The median age in the city was 47 years. 16.7% of residents were under the age of 18; 4.3% were between the ages of 18 and 24; 27.4% were from 25 to 44; 25.6% were from 45 to 64; and 26.2% were 65 years of age or older. The gender makeup of the city was 53.0% male and 47.0% female.

===2000 census===
As of the census of 2000, there were 204 people, 98 households, and 62 families living in the city. The population density was 197.7 PD/sqmi. There were 101 housing units at an average density of 97.9 /sqmi. The racial makeup of the city was 98.04% White, 0.49% Native American, 0.49% from other races, and 0.98% from two or more races. Hispanic or Latino of any race were 0.49% of the population.

There were 98 households, out of which 17.3% had children under the age of 18 living with them, 57.1% were married couples living together, 3.1% had a female householder with no husband present, and 36.7% were non-families. 35.7% of all households were made up of individuals, and 19.4% had someone living alone who was 65 years of age or older. The average household size was 2.08 and the average family size was 2.60.

Age spread: 16.2% under the age of 18, 6.4% from 18 to 24, 21.1% from 25 to 44, 33.3% from 45 to 64, and 23.0% who were 65 years of age or older. The median age was 50 years. For every 100 females, there were 92.5 males. For every 100 females age 18 and over, there were 98.8 males.

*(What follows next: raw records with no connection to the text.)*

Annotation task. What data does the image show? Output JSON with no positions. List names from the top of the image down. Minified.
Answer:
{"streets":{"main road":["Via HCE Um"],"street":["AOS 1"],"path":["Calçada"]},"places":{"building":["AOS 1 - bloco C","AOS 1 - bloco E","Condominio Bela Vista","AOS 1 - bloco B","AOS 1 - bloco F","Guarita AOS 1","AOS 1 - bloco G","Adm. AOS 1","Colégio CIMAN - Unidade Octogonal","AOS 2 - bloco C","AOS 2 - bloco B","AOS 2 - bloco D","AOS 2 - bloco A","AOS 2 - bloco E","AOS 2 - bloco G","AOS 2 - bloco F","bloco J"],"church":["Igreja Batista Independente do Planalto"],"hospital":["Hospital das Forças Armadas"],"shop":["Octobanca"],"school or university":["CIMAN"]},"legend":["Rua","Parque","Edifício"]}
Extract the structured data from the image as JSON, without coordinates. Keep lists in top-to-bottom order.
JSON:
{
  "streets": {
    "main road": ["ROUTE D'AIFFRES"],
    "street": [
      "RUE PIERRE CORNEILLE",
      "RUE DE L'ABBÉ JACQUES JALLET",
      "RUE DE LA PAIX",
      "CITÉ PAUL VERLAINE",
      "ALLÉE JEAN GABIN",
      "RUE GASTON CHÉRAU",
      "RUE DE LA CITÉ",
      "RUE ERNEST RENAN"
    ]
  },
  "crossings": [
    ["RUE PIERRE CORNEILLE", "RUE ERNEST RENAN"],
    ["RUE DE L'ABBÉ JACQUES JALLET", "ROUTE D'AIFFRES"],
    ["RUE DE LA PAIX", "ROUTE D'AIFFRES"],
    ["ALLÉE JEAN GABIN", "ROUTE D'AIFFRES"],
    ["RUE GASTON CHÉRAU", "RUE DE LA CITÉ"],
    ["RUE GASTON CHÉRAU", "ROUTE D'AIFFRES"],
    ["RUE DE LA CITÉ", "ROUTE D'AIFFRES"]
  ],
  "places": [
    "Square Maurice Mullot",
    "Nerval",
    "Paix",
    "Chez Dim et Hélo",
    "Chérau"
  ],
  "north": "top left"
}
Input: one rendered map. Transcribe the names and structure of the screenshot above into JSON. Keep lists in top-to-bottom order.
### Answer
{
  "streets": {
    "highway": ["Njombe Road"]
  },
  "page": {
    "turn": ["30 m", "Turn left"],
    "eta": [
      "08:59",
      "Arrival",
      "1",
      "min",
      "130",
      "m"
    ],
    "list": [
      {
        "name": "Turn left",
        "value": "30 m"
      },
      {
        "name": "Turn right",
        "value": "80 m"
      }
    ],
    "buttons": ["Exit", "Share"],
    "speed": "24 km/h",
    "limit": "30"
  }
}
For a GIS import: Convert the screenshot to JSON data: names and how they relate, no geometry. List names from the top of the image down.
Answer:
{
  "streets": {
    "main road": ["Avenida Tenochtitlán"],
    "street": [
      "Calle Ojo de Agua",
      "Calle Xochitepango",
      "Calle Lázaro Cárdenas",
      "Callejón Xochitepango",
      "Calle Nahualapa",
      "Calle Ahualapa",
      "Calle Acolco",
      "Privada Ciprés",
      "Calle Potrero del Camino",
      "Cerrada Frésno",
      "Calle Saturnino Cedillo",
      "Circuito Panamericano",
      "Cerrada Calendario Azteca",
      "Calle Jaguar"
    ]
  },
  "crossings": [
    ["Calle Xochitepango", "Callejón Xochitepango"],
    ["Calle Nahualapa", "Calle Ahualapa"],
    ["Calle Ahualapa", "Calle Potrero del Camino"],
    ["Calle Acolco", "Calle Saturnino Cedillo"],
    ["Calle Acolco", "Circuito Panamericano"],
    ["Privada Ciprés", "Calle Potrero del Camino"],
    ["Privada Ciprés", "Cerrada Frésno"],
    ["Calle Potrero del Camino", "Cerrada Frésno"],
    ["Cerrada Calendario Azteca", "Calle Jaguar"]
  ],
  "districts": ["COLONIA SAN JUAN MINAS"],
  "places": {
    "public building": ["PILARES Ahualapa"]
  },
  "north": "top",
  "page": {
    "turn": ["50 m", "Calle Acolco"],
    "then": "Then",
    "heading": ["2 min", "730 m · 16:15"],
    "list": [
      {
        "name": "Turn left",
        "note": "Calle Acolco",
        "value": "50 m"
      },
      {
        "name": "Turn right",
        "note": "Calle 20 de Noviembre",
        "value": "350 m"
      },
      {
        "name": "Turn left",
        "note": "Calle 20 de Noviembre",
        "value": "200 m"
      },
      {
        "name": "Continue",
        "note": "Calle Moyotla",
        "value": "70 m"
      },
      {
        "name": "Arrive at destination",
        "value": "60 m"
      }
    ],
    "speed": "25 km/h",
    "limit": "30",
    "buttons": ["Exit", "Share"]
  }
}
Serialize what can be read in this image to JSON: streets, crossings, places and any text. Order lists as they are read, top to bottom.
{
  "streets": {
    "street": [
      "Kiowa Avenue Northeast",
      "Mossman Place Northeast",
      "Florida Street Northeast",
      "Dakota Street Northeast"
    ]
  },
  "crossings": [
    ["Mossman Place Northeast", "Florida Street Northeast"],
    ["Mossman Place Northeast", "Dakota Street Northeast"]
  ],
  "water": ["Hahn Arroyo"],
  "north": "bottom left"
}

The median income for a household in the city was $34,479, and the median income for a family was $47,500. Males had a median income of $27,917 versus $28,594 for females. The per capita income for the city was $20,599. About 1.7% of families and 4.9% of the population were below the poverty line, including none of those under the age of eighteen and 2.3% of those 65 or over.

==Education==
The Eagle Grove Community School District serves children from PreK to 12th grade. The district covers area of Wright, Humboldt, and Webster counties, and serves the communities of Eagle Grove, Thor, Vincent, Woolstock, Iowa|Woolstock, and the surrounding rural areas.

==Notable person==
- George Reeves, actor and star of the iconic television series Superman

==Twin cities==
Woolstock is twinned with the French Alsatian geographic area, Ban de la Roche, as many bandelarochiens settled in Woolstock. Ban de la Roche includes the French towns of Bellefosse, Belmont, Fouday, Neuviller-la-Roche, Rothau, Solbach, Wildersbach, and Waldersbach, the adult home of Oberlin College namesake, Jean-Frederic Oberlin.